# [EXERCISE MATERIALS]
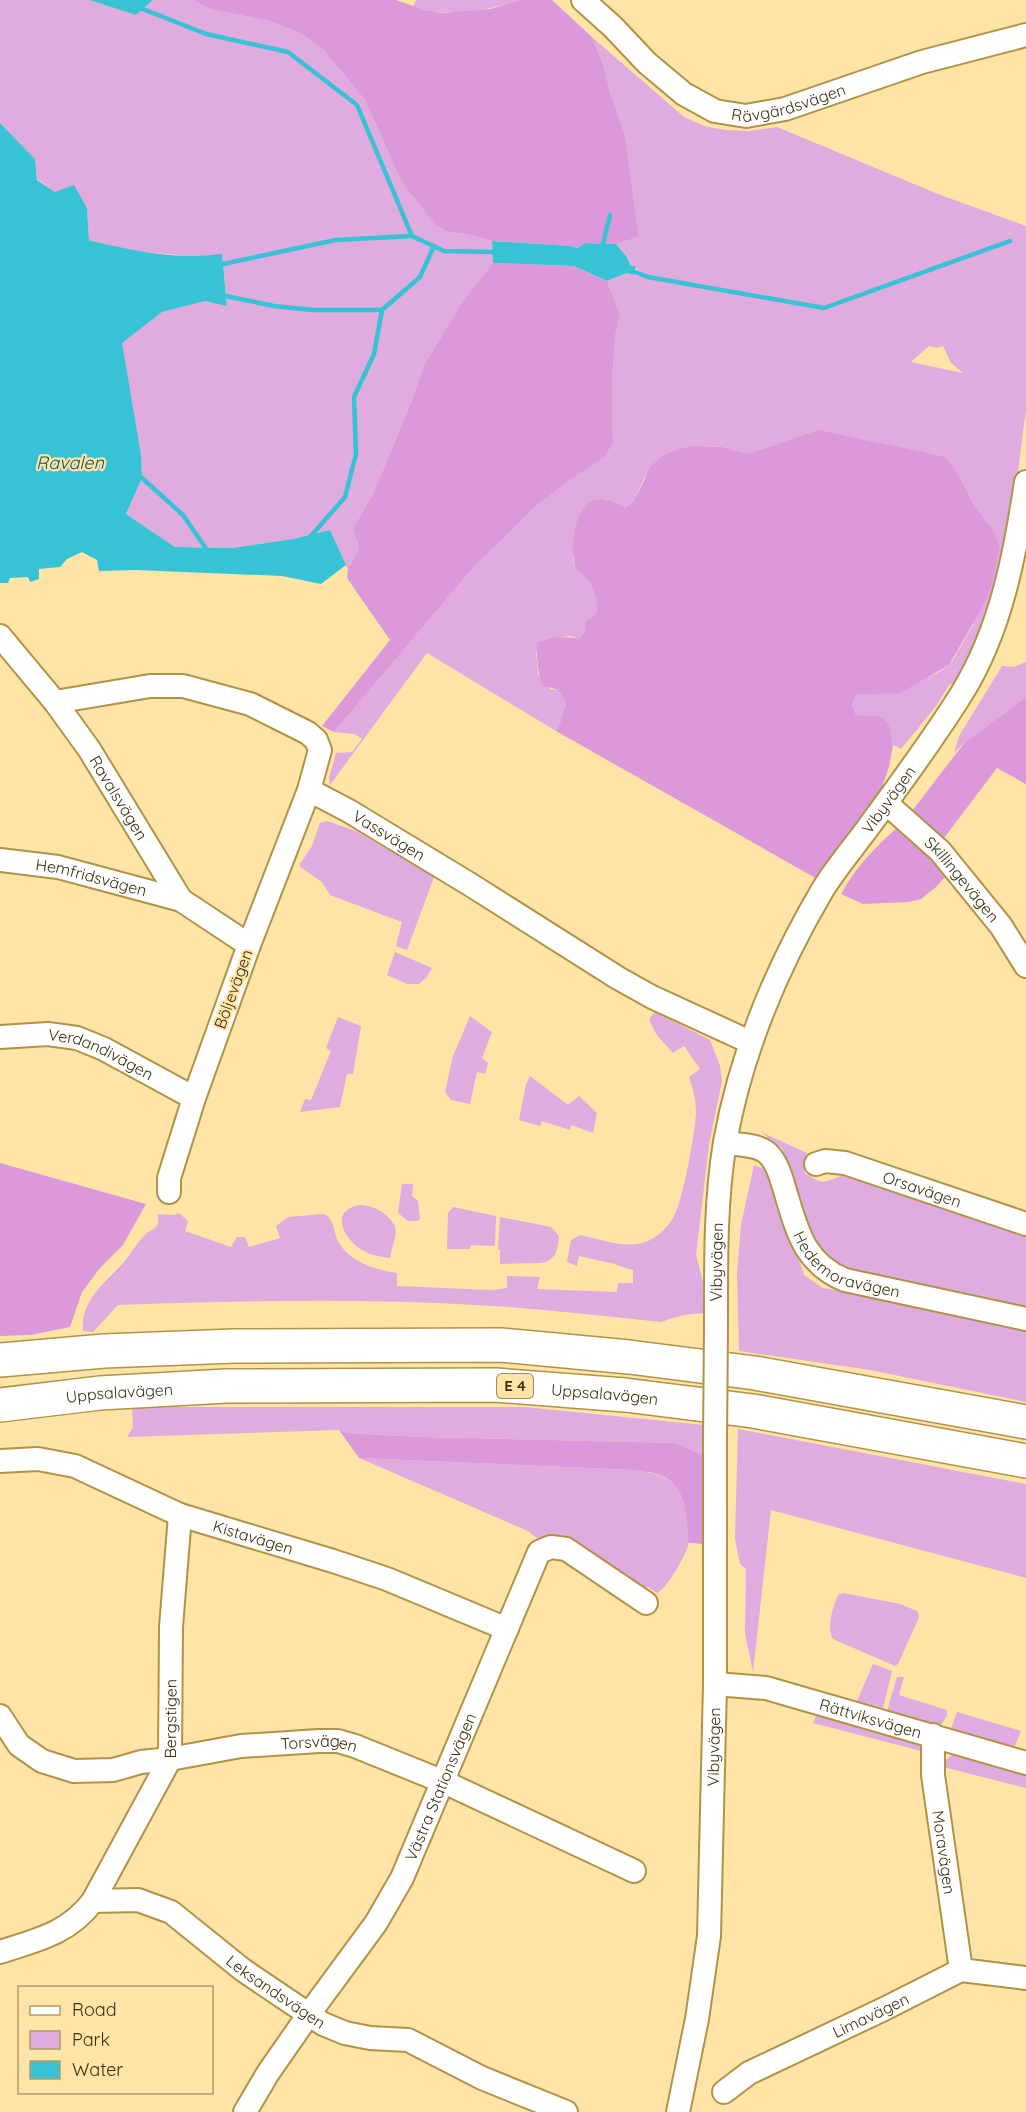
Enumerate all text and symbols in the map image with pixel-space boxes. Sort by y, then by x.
street label: Rävgärdsvägen [730,79,848,127]
water label: Ravalen [36,451,104,474]
street label: Ravalsvägen [85,752,152,844]
street label: Vibyvägen [857,762,920,837]
street label: Vassvägen [349,806,429,865]
street label: Skillingevägen [921,832,1004,926]
street label: Hemfridsvägen [35,854,149,900]
street label: Böljevägen [209,947,257,1031]
street label: Verdandivägen [47,1024,157,1084]
street label: Orsavägen [880,1166,964,1212]
street label: Vibyvägen [706,1222,727,1302]
street label: Hedemoravägen [789,1228,902,1302]
road number: E 4 [497,1374,533,1398]
street label: Uppsalavägen [65,1379,173,1407]
street label: Uppsalavägen [550,1379,659,1409]
street label: Kistavägen [211,1516,296,1559]
street label: Bergstigen [160,1679,181,1759]
street label: Rättviksvägen [817,1694,924,1742]
street label: Vibyvägen [703,1707,724,1787]
street label: Västra Stationsvägen [400,1710,480,1864]
street label: Torsvägen [280,1731,360,1756]
street label: Moravägen [928,1809,960,1895]
street label: Leksandsvägen [222,1951,329,2033]
legend [18,1986,213,2094]
street label: Limavägen [829,1988,912,2042]
text: Road [72,1998,117,2021]
text: Park [72,2028,110,2051]
text: Water [72,2058,123,2081]

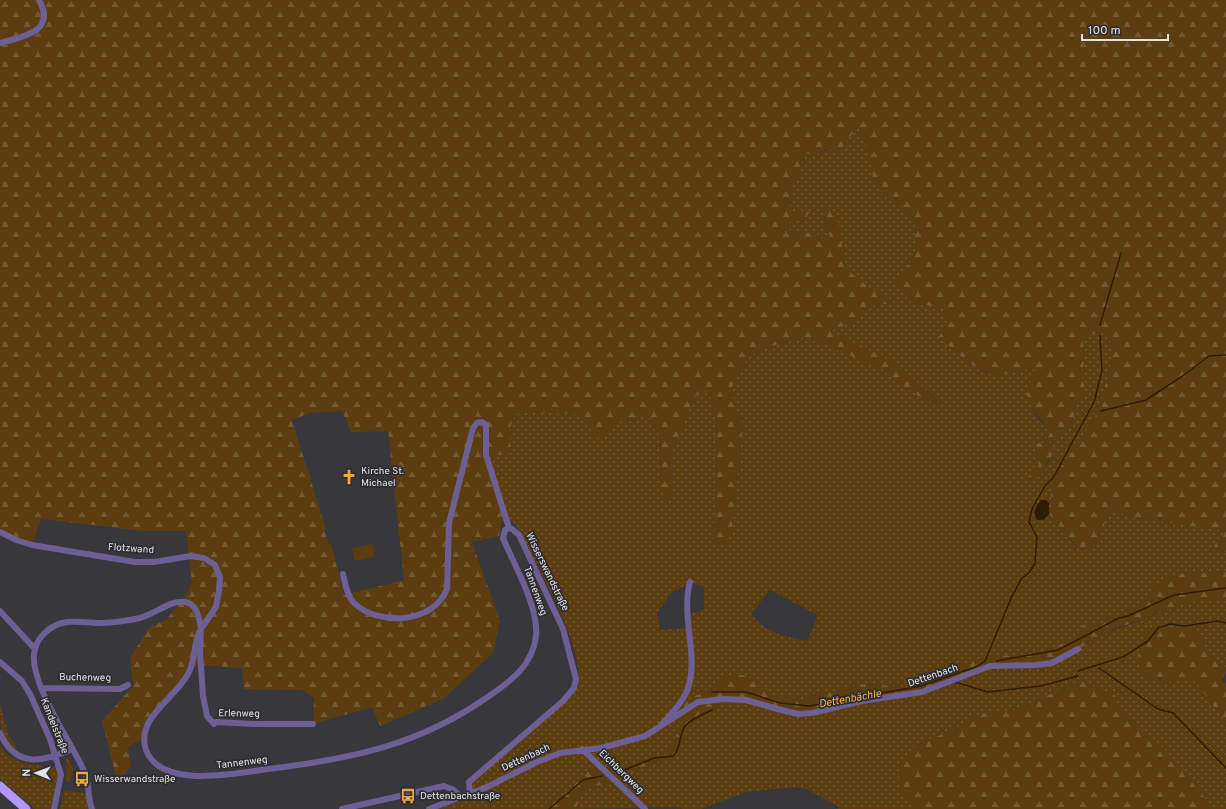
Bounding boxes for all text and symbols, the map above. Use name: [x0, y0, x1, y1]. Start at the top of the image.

# [DIRECTIONS]
If a picture appears in the data, omit it; transcribe all the rest exactly.

# [EXPECTED ANSWER]
Enumerate all text and symbols in the map image with pixel-space boxes. Sort by y, then by x.
street label: Rävgärdsvägen [730,79,848,127]
water label: Ravalen [36,451,104,474]
street label: Ravalsvägen [85,752,152,844]
street label: Vibyvägen [857,762,920,837]
street label: Vassvägen [349,806,429,865]
street label: Skillingevägen [921,832,1004,926]
street label: Hemfridsvägen [35,854,149,900]
street label: Böljevägen [209,947,257,1031]
street label: Verdandivägen [47,1024,157,1084]
street label: Orsavägen [880,1166,964,1212]
street label: Vibyvägen [706,1222,727,1302]
street label: Hedemoravägen [789,1228,902,1302]
road number: E 4 [497,1374,533,1398]
street label: Uppsalavägen [65,1379,173,1407]
street label: Uppsalavägen [550,1379,659,1409]
street label: Kistavägen [211,1516,296,1559]
street label: Bergstigen [160,1679,181,1759]
street label: Rättviksvägen [817,1694,924,1742]
street label: Vibyvägen [703,1707,724,1787]
street label: Västra Stationsvägen [400,1710,480,1864]
street label: Torsvägen [280,1731,360,1756]
street label: Moravägen [928,1809,960,1895]
street label: Leksandsvägen [222,1951,329,2033]
legend [18,1986,213,2094]
street label: Limavägen [829,1988,912,2042]
text: Road [72,1998,117,2021]
text: Park [72,2028,110,2051]
text: Water [72,2058,123,2081]

Bounding boxes for all text and symbols, the map above. Use name: [x0, y0, x1, y1]. Start at the top of the image.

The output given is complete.